«Les clubs qui résistent sont ceux qui s’adaptent»

Caroline Goldschmid – 29 août 2024
Le comportement des noctambules a changé, il faut s’adapter. Pour répondre à cette demande et redynamiser la vie nocturne, l’appli Hango sera lancée cet automne. Plongée dans le monde de la nuit avec Thierry Wegmüller, propriétaire du D! Club à Lausanne et président de la Commission Suisse des Bars et Clubs (SBCK), et Edouard Henzi, cofondateur du projet Hango et président de La Belle Nuit.

Quelle est la situation actuelle des clubs en Suisse romande?
Thierry Wegmüller: Apparemment, la situation est plus difficile en Suisse alémanique. Au D! Club, nous avons vécu une nette augmentation de la fréquentation dès la fin de la pandémie. Il s’agissait de jeunes qui n’ont pas pu vivre cet éveil au clubbing vers l’âge de 16 ans, mais de manière générale tout le monde avait envie de se retrouver et de faire la fête. Les années 2022 et 2023 ont été encore meilleures que 2021. Là, on se stabilise, mais avec aussi un été très chaud.
Edouard Henzi: Au sein de la plupart des clubs vaudois membres de La Belle Nuit consultés, il est observé que les chiffres d’affaires suivent une tendance positive. La fréquentation a connu une hausse juste après la crise du Covid, puis cela s’est stabilisé, mais aujourd’hui cela reste en augmentation par rapport à la situation pré-Covid. Les gens sortent, les jeunes sortent.

En somme, le constat est positif …
Thierry Wegmüller: Oui, mais rien n’est jamais gagné et l’on doit constamment se réinventer. C’est aussi dans cette optique que le projet Hango est né.
Edouard Henzi: Il faut tout de même soulever que les clubbers ne consomment plus de la même manière. En l’occurrence, ils choisissent leur soirée à l’avance, ils ne vont plus dans n’importe quel club comme avant, ce qui demande aux clubs de se réinventer et de créer l’événement à chaque soirée. En somme, les consommateurs-clubbers sont devenus plus exigeants. L’établissement qui continue de faire la même chose qu’en 2019 va dans le mur, parce que le comportement des gens a changé. Il faut aussi capter la génération qui a eu 18 ans pendant la pandémie, car elle n’a pas pris l’habitude de sortir.

Le D! Club résiste-t-il mieux que d’autres clubs grâce à sa programmation très variée, qui comprend des concerts de musique urbaine, du stand-up et des DJ mondialement connus?
Thierry Wegmüller: En effet, notre programmation est très diversifiée, entre l’humour, les concerts et les soirées DJ’s. Nous avons donc plusieurs types de clientèles: celle ciblée musique urbaine (18-23 ans), celle qui aime l’électro (20-25 ans), celle de l’ABC Bar (25 ans et plus) et la clientèle de stand-up (30-40 ans). Nous mélangeons les styles, donc notre palette de clients est très large. Financièrement, le D! Club fonctionne très bien.

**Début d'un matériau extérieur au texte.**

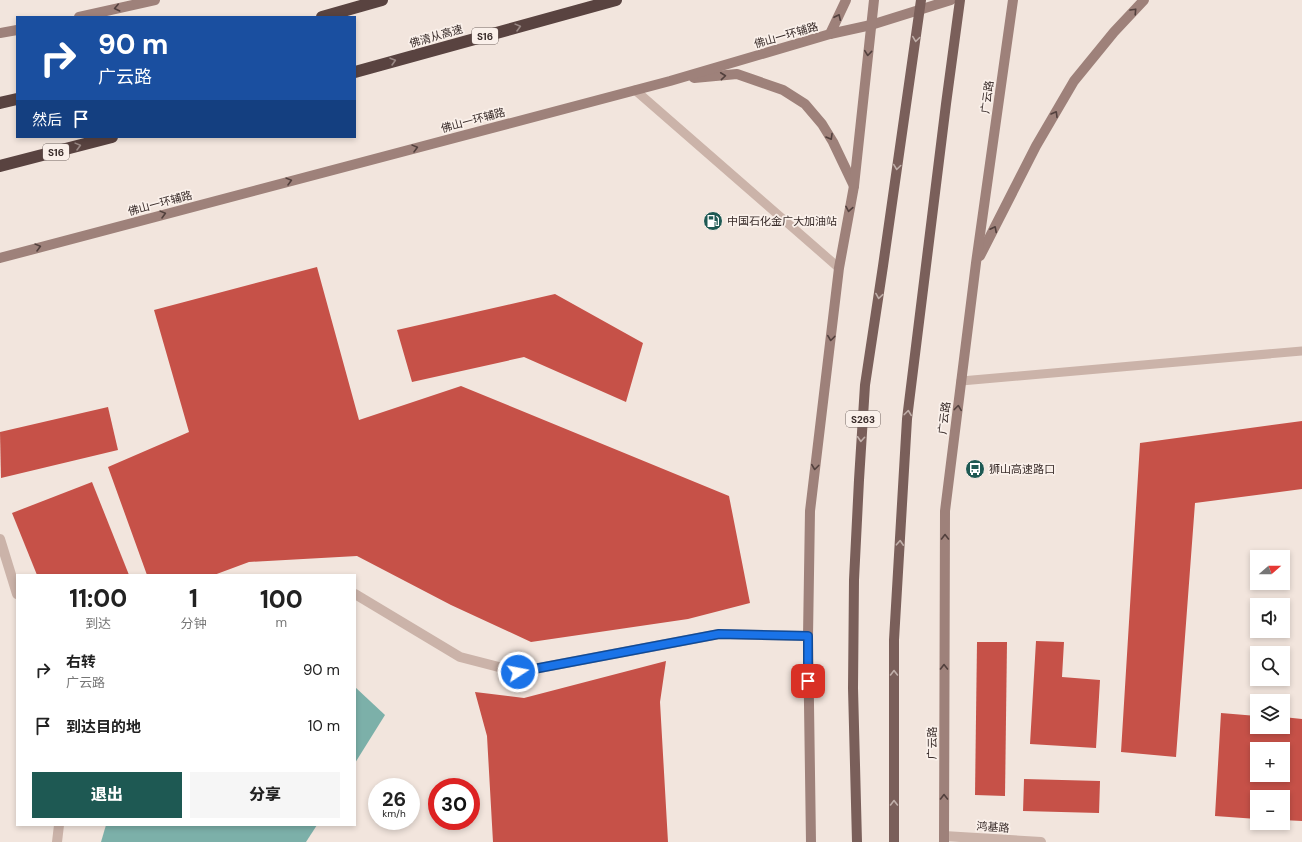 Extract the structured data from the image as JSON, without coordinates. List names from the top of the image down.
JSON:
{
  "streets": {
    "highway": ["佛清从高速", "S16"],
    "main road": ["佛山一环辅路", "广云路", "S263"],
    "street": ["鸿基路"]
  },
  "crossings": [
    ["广云路", "鸿基路"]
  ],
  "one_way": ["佛山一环辅路", "佛清从高速"],
  "places": {
    "fuel station": ["中国石化金广大加油站"],
    "bus stop": ["狮山高速路口"]
  },
  "north": "right",
  "page": {
    "turn": ["90 m", "广云路"],
    "then": "然后",
    "map_buttons": ["+", "−"],
    "eta": [
      "11:00",
      "到达",
      "1",
      "分钟",
      "100",
      "m"
    ],
    "list": [
      {
        "name": "右转",
        "note": "广云路",
        "value": "90 m"
      },
      {
        "name": "到达目的地",
        "value": "10 m"
      }
    ],
    "buttons": ["退出", "分享"],
    "speed": "26 km/h",
    "limit": "30"
  }
} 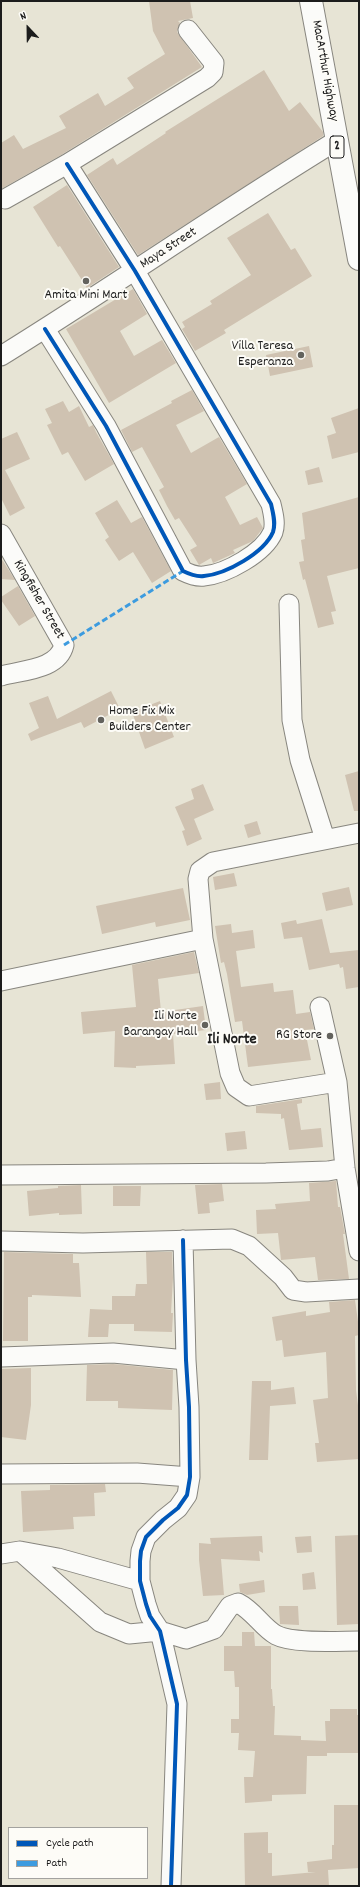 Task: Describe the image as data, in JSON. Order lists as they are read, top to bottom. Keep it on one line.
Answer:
{"streets":{"highway":["MacArthur Highway","2"],"street":["Maya Street","Kingfisher Street"]},"crossings":[["MacArthur Highway","Maya Street"]],"districts":["Ili Norte"],"places":["Amita Mini Mart","Villa Teresa Esperanza","Home Fix Mix Builders Center","Ili Norte Barangay Hall","RG Store"],"legend":["Cycle path","Path"],"north":"top"}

Qu’en est-il de la santé financière des autres clubs?
Edouard Henzi: Les clubs qui survivent sont ceux qui sont les mieux gérés. En effet, l’attraction de la clientèle ou l’optimisation des ressources à disposition des établissements sont deux éléments-clés qui permettent de durer. Les clubs qui continuent de prospérer sont ceux qui bénéficient d’une solide expérience et qui sont gérés de main de maître. La gestion des finances, l’organisation et une programmation adaptée aux nouvelles attentes sont les clés pour durer.

Les clubs sont-ils subventionnés par la Ville, le Canton ou la Confédération?
Thierry Wegmüller: Il existe deux sortes de clubs: les privés et les associatifs. Toute société privée n’a pas droit à la subvention, sauf cas particulier comme les aides pour cas de rigueur pendant la pandémie, car le clubbing n’est hélas pas encore considéré comme faisant partie intégrante de la culture. Ce qu’il faudrait absolument faire évoluer! Si le club est géré par une association – ce qui est le cas des Docks, du Romandie, du Bourg et des Jumeaux à Lausanne –, il bénéficie d’une subvention de la Ville, entre autres, déterminée en fonction de certains critères.

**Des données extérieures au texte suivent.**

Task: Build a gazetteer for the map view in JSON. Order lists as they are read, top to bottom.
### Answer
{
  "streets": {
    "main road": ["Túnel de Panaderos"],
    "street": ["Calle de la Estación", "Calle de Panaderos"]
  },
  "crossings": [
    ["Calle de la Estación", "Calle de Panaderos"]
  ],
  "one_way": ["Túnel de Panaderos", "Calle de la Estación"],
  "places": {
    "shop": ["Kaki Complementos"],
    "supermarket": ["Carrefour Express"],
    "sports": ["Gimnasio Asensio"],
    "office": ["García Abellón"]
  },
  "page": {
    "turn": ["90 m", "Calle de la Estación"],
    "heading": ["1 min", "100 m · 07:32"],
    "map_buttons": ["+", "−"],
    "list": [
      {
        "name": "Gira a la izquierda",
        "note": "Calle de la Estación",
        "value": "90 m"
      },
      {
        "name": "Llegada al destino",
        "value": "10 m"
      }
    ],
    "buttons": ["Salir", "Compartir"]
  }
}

Lausanne est la dernière grande ville suisse à maintenir la taxe sur le divertissement: un impôt de 14% sur les entrées, y compris les boîtes de nuit …
Thierry Wegmüller: Le gros problème avec cette taxe, outre le fait que Lausanne est la seule ville qui l’applique encore (sic), c’est qu’elle entre dans un pot commun de la Municipalité dont le montant n’est pas spécifiquement affecté au développement de la culture ni à celui de la vie nocturne. Des discussions sont en cours avec la Ville et Edouard et moi siégeons dans différentes commissions au nom de La Belle Nuit. Quel est le storytelling de Lausanne? L’excellente réputation de sa vie nocturne n’est certainement pas assez mise en avant. Il y a tout de même plus de 20 licences de discothèques et de clubs à Lausanne, ce qui est à prendre en compte. Et nous sommes convaincus que cet aspect doit beaucoup mieux être mis en avant, car nous attirons entre autres des touristes ou des étudiants désirant s’établir à Lausanne. Selon nous, cette taxe doit être affectée au développement des institutions qui la payent. Plus que tout, les montants doivent être identifiés et doivent servir au développement général de la culture, dont la vie nocturne.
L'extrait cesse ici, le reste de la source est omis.